11.6.08

O que os portugueses precisavam há trinta anos.

Um dos mais recentes Pensamentos do dia do Helder Robalo, e acredito ter a sua autorização para o mencionar sem lha ter solicitado previamente, trouxe a esta minha memória cansada, uma conversa tida com a minha mãe há mais de trinta de anos. Víviamos os três na Nazaré – o terceiro é o meu irmão mais novo – já que o meu pai resolvera voltar para Angola, recusando-se a participar no obsessivo carpir mágoas de alguns Retonados, ou a aceitar o que considerava uma esmola indigna do ex-IARN, para quem tinha dedicado toda uma vida de trabalho naquela ex-colónia. Voltou e permaneceu durante longos anos, arriscando a vida em alguns momentos e tornando-se emigrante num país que considerava também dele. Mas isso são contas de outro rosário que, eventualmente, darão palavras escritas noutro post. Voltemos à tal conversa que eu tive com a senhora que me deu à luz e criou, e por quem tenho uma profunda admiração. Numa das muitas cartas trocadas entre marido e mulher, que ela se incubia de partilhar os trechos que julgava apropriados e que poderiam contribuir para a nossa formação, o meu pai dizia-se entristecido com a pobreza do país e do povo português. Em resposta, a senhora minha mãe comentou, serena e sem manifestar a azia que a contaminava naquele período histórico que se viva e pelos tempos difíceis que a sua família atravessava, que o verdadeiro problema do povo português não se circunscrevia ao dinheiro ou a outros aspectos materiais. Do que o povo português precisava era de educação e cultura, disse ela ao marido na carta que lhe enviou. Passados trinta anos, e depois de ler o post do Helder*, não consegui evitar questionar-me.
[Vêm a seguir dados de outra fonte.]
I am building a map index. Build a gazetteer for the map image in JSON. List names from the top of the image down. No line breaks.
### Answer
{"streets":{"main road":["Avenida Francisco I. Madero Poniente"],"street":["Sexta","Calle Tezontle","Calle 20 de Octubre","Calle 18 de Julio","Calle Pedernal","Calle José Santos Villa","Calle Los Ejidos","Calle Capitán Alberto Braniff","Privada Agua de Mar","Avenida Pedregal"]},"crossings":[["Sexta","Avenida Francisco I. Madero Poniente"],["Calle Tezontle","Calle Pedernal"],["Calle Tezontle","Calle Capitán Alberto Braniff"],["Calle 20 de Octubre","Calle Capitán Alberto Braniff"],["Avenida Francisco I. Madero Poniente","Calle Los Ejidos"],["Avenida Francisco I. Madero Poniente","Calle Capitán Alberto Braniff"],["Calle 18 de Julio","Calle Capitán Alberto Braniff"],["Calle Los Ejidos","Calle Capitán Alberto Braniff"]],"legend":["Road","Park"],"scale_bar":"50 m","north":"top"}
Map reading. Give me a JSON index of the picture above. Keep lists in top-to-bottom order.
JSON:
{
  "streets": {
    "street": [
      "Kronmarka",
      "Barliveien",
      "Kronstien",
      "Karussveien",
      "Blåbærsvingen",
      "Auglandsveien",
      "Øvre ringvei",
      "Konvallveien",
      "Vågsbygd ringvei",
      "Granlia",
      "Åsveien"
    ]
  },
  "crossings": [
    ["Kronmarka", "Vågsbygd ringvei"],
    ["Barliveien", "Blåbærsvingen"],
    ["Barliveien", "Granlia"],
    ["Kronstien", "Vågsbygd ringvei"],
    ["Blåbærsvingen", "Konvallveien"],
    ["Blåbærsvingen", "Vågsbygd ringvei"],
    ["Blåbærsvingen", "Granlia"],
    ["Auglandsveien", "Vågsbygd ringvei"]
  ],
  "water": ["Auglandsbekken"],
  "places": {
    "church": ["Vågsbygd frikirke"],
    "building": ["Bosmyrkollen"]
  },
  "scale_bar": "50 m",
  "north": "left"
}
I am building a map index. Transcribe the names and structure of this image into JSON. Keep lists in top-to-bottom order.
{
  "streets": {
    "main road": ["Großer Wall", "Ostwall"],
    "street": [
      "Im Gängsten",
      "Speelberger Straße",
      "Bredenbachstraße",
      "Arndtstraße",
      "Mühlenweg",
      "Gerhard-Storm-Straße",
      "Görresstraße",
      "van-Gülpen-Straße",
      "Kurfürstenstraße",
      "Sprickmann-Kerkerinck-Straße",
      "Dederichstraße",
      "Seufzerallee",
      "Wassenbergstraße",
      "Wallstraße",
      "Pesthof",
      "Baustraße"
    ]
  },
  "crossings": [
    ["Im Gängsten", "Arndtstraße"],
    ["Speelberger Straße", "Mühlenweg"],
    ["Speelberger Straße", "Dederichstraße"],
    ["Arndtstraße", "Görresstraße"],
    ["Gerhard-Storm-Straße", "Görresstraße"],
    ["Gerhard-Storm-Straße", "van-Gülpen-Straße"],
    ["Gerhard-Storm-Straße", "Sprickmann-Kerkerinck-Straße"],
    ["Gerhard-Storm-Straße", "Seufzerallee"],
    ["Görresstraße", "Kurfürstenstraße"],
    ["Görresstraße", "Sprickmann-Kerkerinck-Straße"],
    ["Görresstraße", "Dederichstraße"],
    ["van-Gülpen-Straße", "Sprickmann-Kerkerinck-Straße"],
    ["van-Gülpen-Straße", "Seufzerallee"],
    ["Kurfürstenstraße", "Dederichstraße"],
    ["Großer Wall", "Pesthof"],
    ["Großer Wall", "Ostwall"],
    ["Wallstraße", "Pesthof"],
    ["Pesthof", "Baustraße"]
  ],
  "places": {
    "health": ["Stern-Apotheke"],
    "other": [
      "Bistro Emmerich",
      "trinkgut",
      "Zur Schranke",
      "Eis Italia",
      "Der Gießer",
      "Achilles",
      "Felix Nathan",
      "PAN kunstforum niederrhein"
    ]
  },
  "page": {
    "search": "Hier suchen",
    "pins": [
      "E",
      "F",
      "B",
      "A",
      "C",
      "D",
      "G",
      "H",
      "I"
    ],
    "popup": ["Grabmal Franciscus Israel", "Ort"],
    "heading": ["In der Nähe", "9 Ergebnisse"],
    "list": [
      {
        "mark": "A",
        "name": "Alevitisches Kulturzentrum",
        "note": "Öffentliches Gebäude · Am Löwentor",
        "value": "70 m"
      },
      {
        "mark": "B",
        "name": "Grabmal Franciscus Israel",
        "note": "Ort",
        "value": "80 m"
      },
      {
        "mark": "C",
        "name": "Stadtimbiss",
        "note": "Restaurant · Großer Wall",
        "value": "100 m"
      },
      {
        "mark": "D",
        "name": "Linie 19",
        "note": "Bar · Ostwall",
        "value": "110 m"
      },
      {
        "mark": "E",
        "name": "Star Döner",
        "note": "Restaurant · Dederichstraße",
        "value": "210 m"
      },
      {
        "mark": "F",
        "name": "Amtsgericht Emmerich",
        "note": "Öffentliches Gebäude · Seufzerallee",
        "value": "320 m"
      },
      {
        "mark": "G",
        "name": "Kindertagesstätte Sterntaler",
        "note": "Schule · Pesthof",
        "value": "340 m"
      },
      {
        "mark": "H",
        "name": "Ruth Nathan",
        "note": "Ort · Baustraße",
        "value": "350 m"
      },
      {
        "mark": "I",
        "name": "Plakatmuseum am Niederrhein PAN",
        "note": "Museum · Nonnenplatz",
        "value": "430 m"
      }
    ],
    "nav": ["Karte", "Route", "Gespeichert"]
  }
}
Precisava? ou precisa?

*Obrigado, Helder.

10 comentários:

O Réprobo disse...

Meu Caro Mike,
o problema é que a Educação não resolve o problema anímico. Ninguém fez mais por ela do que o Estado Novo: quando Salazar chegou ao Poder, havia 80% de anlfabetos, quando o largou, 20% e, entretanto, a população duplicou. Veio a Revolução, disseram que ler escrever e contar nada valiam, passaram para as pedagogias não-directivas, desataram a meter conceitos adjectivos de estruturalismos &Cº nas mentes dos primeiros anos do Secundário, continuando a mudar os nomes. Por fim, o Eng. Guterres apaixonou-se. E continuamos a carpir o que se carpia no fim do Século XIX, o filistaísmo da classe política, o fariseísmo dos intelectuais, as vistas curtas do Povo.
Não será um fado, mas vai senndo uma ladaínha.,
Abraço

Anónimo disse...

Meu Caro Réprobo, com essa pontaria, um dia convido-o para ir à caça às perdizes. É que agora mencionou duas palavras e no conteúdo a que elas se pode atribuir, de que também não sou grande apreciador. Fado e ladaínhas.
Um abraço.

-JÚLIA MOURA LOPES- disse...

texto saboroso, Mike!..fico até com "inveja boa", gostava de o ter escrito.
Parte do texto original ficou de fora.